Sexual consent classes for freshers at EVERY college

Attendance is mandatory at most colleges


Concerned JCR officers will hold compulsory consent classes at 22 colleges during Freshers’ Week.

Only Corpus Christi, Harris Manchester, Lincoln, New Oriel, St Anne’s, Teddy Hall and University have chosen not to make their workshops mandatory, but will still hold them.
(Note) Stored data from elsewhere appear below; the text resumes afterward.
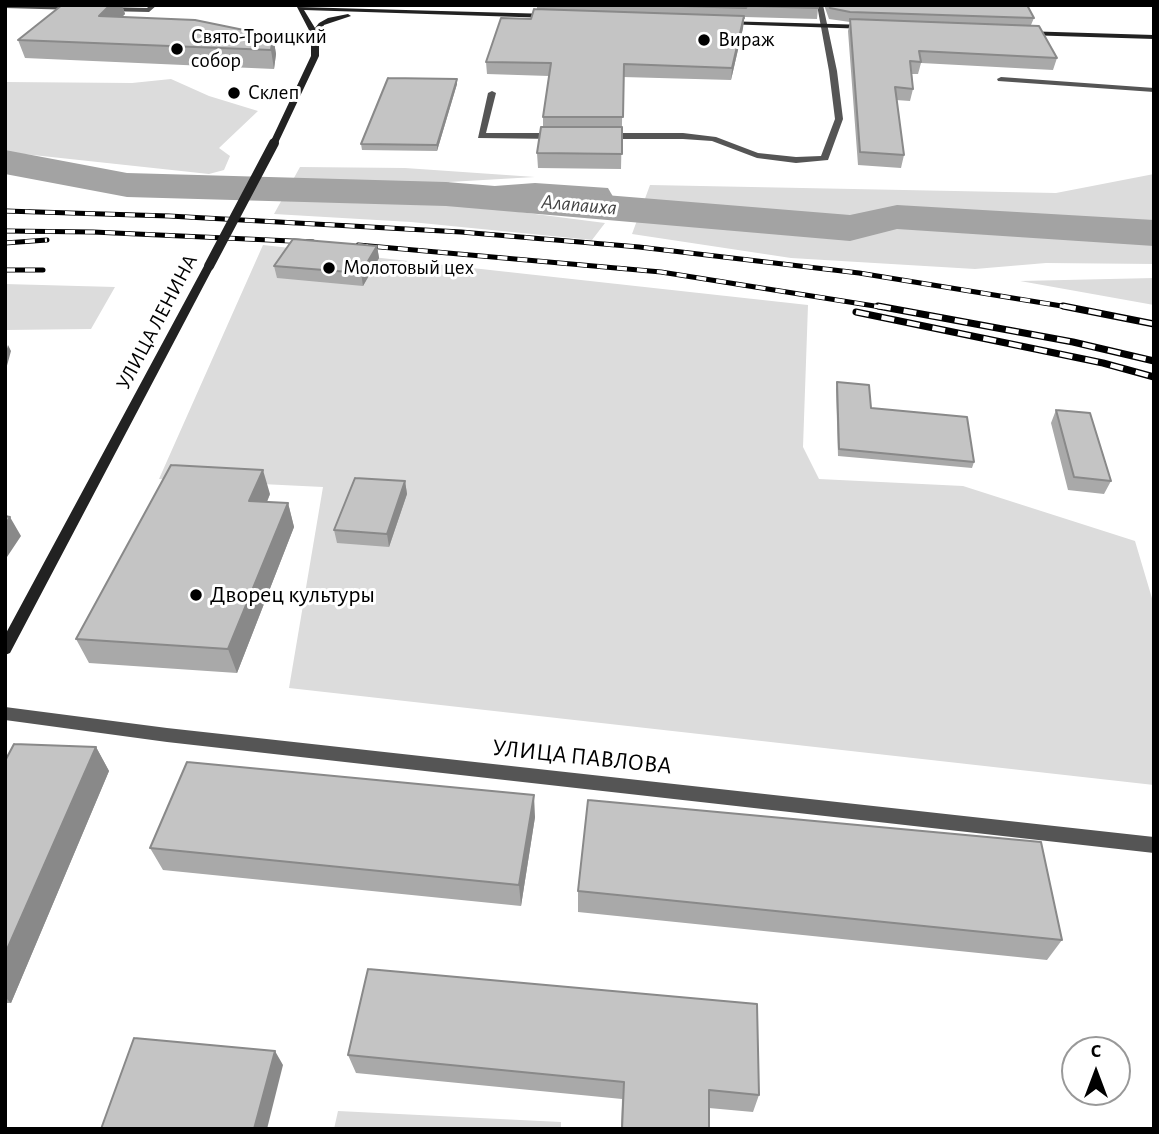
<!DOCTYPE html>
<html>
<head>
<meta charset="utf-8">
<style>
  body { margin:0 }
  #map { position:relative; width:1159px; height:1134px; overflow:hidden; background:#fff; font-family:"Alegreya Sans",sans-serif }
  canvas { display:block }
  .frame { position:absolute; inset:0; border:7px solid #000; pointer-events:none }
  .north { position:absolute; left:1061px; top:1036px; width:70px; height:70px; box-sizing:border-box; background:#fff; border:2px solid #999; border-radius:50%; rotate:0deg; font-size:19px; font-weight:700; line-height:28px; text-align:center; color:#000 }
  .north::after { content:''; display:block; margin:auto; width:24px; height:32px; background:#000; clip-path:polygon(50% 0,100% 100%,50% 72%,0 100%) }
</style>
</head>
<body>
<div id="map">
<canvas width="1159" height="1134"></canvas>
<div class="frame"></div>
<div class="north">С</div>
</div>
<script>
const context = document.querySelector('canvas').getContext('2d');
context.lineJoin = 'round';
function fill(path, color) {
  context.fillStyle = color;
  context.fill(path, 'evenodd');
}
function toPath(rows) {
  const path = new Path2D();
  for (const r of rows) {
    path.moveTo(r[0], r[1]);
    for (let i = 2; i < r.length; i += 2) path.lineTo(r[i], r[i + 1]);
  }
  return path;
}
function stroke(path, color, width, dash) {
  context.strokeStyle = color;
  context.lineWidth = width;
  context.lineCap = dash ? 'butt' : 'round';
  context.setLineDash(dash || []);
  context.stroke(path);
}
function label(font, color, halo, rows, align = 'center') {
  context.font = font + ' "Alegreya Sans",sans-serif';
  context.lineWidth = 6;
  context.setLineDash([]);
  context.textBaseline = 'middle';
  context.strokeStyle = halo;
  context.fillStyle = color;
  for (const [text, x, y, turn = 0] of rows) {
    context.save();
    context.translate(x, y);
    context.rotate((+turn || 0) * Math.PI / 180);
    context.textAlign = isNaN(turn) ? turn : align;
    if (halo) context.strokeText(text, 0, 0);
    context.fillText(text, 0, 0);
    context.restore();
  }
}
fill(toPath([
  [171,79,209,96,258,111,219,148,230,156,224,170,209,174,5,152,5,82,132,83],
  [300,167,405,168,535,177,449,182,457,204,605,223,592,240,411,222,274,214],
  [1154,174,1154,264,1046,263,975,269,791,258,632,234,650,185,1056,193],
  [263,245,808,305,803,447,819,479,963,486,1135,541,1154,605,1154,785,289,688,323,487,159,479],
  [1154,278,1154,305,1020,281],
  [5,284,115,287,91,329,5,330],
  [338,1111,561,1122,561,1129,334,1129]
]), '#dcdcdc');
fill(toPath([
  [535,183,608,188,619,207,603,213,506,206,446,194,481,187]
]), '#a3a3a3');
fill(toPath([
  [5,150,127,173,446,182,850,215,897,205,1154,220,1154,246,897,229,850,241,446,206,127,197,5,174,5,150]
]), '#a3a3a3');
fill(toPath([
  [5,5,77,6,80,8,77,10,5,8,5,5],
  [150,5,157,5,149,12,105,11,102,9,105,7,147,8,150,5],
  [817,5,823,5,837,71,843,119,828,160,796,163,757,158,712,141,683,139,605,139,601,136,605,133,683,133,716,137,758,153,796,157,821,156,835,119,829,71,817,5],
  [1001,77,1154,88,1154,92,998,81,997,79,1001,77],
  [492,91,496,93,486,133,557,133,561,136,557,139,478,138,488,93,492,91],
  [5,707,167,728,1154,837,1154,853,167,742,5,720,5,707]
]), '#555');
fill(toPath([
  [297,7,550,14,553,16,550,18,304,10,315,28,319,23,328,18,348,14,351,16,324,25,319,34,319,56,278,143,274,146,270,143,311,56,311,34,297,7],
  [722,21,868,25,872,27,868,29,724,24,722,21],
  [1022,31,1154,35,1154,39,1025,35,1022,31],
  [209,263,214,266,10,653,5,655,5,635,204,266,209,263]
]), '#222');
const railFar1 = toPath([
  [5,211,169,216,461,232,639,247,859,273,1074,308],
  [5,231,93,232,313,242],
  [5,243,47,240],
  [358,245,661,272,887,308],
  [5,270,43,270]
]);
const rail = toPath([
  [878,306,1073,342,1154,361],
  [1063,306,1154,324],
  [856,312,1103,363,1154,377]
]);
stroke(railFar1, '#000', 5);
stroke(rail, '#000', 7);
stroke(railFar1, '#fff', 3.5, [10]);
stroke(rail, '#fff', 4.5, [13]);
stroke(toPath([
  [209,266,274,143]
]), '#222', 10);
fill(toPath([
  [62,5,122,5,125,14,122,17,273,36,276,54,274,69,25,58,18,40],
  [537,5,818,5,818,8,817,19,745,17,745,19,744,19,743,28,731,80,623,77,621,169,538,168,537,153,543,127,543,117,549,76,487,74,486,62,531,19,537,9],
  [824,5,1027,5,1034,18,1031,25,1057,58,1053,70,921,63,918,74,912,74,913,89,910,101,896,100,904,155,901,168,858,165,848,31,850,22,829,19],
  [457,79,457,84,437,151,362,150,361,144],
  [377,246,379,258,363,286,277,278,274,266],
  [837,382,871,408,974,462,972,468,838,456,836,389],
  [1056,410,1111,481,1104,494,1068,490,1051,423],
  [405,481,407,494,389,547,337,543,334,530],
  [270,494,267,502,288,503,294,527,237,673,89,663,76,639],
  [96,747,109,771,11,1003,5,1003,5,761],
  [535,817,521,906,163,870,150,848],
  [578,891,1062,940,1047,960,578,912],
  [348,1055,759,1095,753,1112,709,1108,709,1129,621,1129,622,1099,356,1073]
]), '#a9a9a9');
fill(toPath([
  [110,5,122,5,125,14,104,34,99,16],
  [744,16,743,28,731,80,732,68],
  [273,36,276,54,274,69,271,50],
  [457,79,457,84,437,151,437,145],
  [377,246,379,258,363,286,361,273],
  [8,345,11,351,5,373,5,356],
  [263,470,270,494,257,525,249,501],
  [405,481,407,494,389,547,387,534],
  [288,503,294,527,237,673,228,649],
  [10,517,21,536,5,560,5,525],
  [96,747,109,771,11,1003,5,997,5,954],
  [534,795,535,817,521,906,519,885],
  [275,1051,283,1065,267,1129,254,1129]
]), '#898989');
const building = toPath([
  [62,5,110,5,99,16,195,20,273,36,271,50,18,40,62,5],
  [649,5,818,5,818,8,747,6,746,8,649,5],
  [829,5,1027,5,1034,18,850,12,830,8,829,5],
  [534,9,744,16,732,68,624,64,623,117,543,117,551,63,486,62,501,18,531,19,534,9],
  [850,19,1039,26,1057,58,919,51,921,62,910,61,913,89,895,87,904,155,860,152,850,19],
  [388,78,457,79,437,145,361,144,388,78],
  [541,127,622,127,622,154,537,153,541,127],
  [293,239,377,246,361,273,274,266,293,239],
  [837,382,869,385,871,408,967,417,974,462,839,449,837,382],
  [1056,410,1090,413,1111,481,1074,477,1056,410],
  [171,465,263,470,249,501,288,503,228,649,76,639,171,465],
  [355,478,405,481,387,534,334,530,355,478],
  [5,516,10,517,5,525,5,516],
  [14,744,96,747,5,954,5,761,14,744],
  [187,762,534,795,519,885,150,848,187,762],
  [588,800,1041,842,1062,940,578,891,588,800],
  [368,969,757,1004,759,1095,709,1090,709,1129,622,1129,624,1082,348,1055,368,969],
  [134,1038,275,1051,254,1129,101,1129,134,1038]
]);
fill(building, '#c4c4c4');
stroke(building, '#898989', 2);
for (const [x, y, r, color] of [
  [704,40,7,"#000"],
  [177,49,7,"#000"],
  [234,93,7,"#000"],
  [329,268,7,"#000"],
  [196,595,7,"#000"]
]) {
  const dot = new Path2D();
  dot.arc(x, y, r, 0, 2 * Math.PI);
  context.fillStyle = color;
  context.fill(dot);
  stroke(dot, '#fff', 2.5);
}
label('21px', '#000', '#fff', [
  ["Свято-Троицкий",191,37],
  ["собор",191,61],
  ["Вираж",718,40],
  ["Склеп",248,93],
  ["Молотовый цех",343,268]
], 'left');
label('italic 21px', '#444', '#fff', [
  ["Алапаиха",579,205,5]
]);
label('21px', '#000', '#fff', [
  ["УЛИЦА ЛЕНИНА",157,322,-62]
]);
label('24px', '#000', '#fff', [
  ["Дворец культуры",210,595]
], 'left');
label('24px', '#000', '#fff', [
  ["УЛИЦА ПАВЛОВА",582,757,6]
]);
</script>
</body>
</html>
The classes explore the difference between consensual and non-consensual sex. They aim to combat sexual harassment and violence at the university.

The OUSU website describes the workshops as “student led, facilitated conversations, looking at some statistics, looking at a few scenarios and exploring what consent is, how to give it and how to accept it or its retraction.”

Although classes have been running since 2011, Wadham was the first college to make theirs compulsory last year.

At least four more colleges will hold optional workshops, which last one hour and take place in groups of ten, during Freshers’ Week.

Caitlin Tickell on the Women’s campaign said: “A lot of people come to university with a very, very basic sex education which stems from sheer biology. It doesn’t teach people about rape myths.”

Anna Bradshaw, OUSU Vice-President for Women, said there was a need to make the workshops compulsory.

She said: “By making the workshops compulsory, communities have a much higher chance of involving people who are otherwise unlikely to engage in this type of conversation.

“It is also important to say that “compulsory” merely means that everyone is expected to turn up – nobody is ever kept at a workshop that they wish to leave.”

The university to review its harassment policy and procedure

Uni bigwigs are also introducing new measures against sexual violence, promising to release a revised harassment policy during term.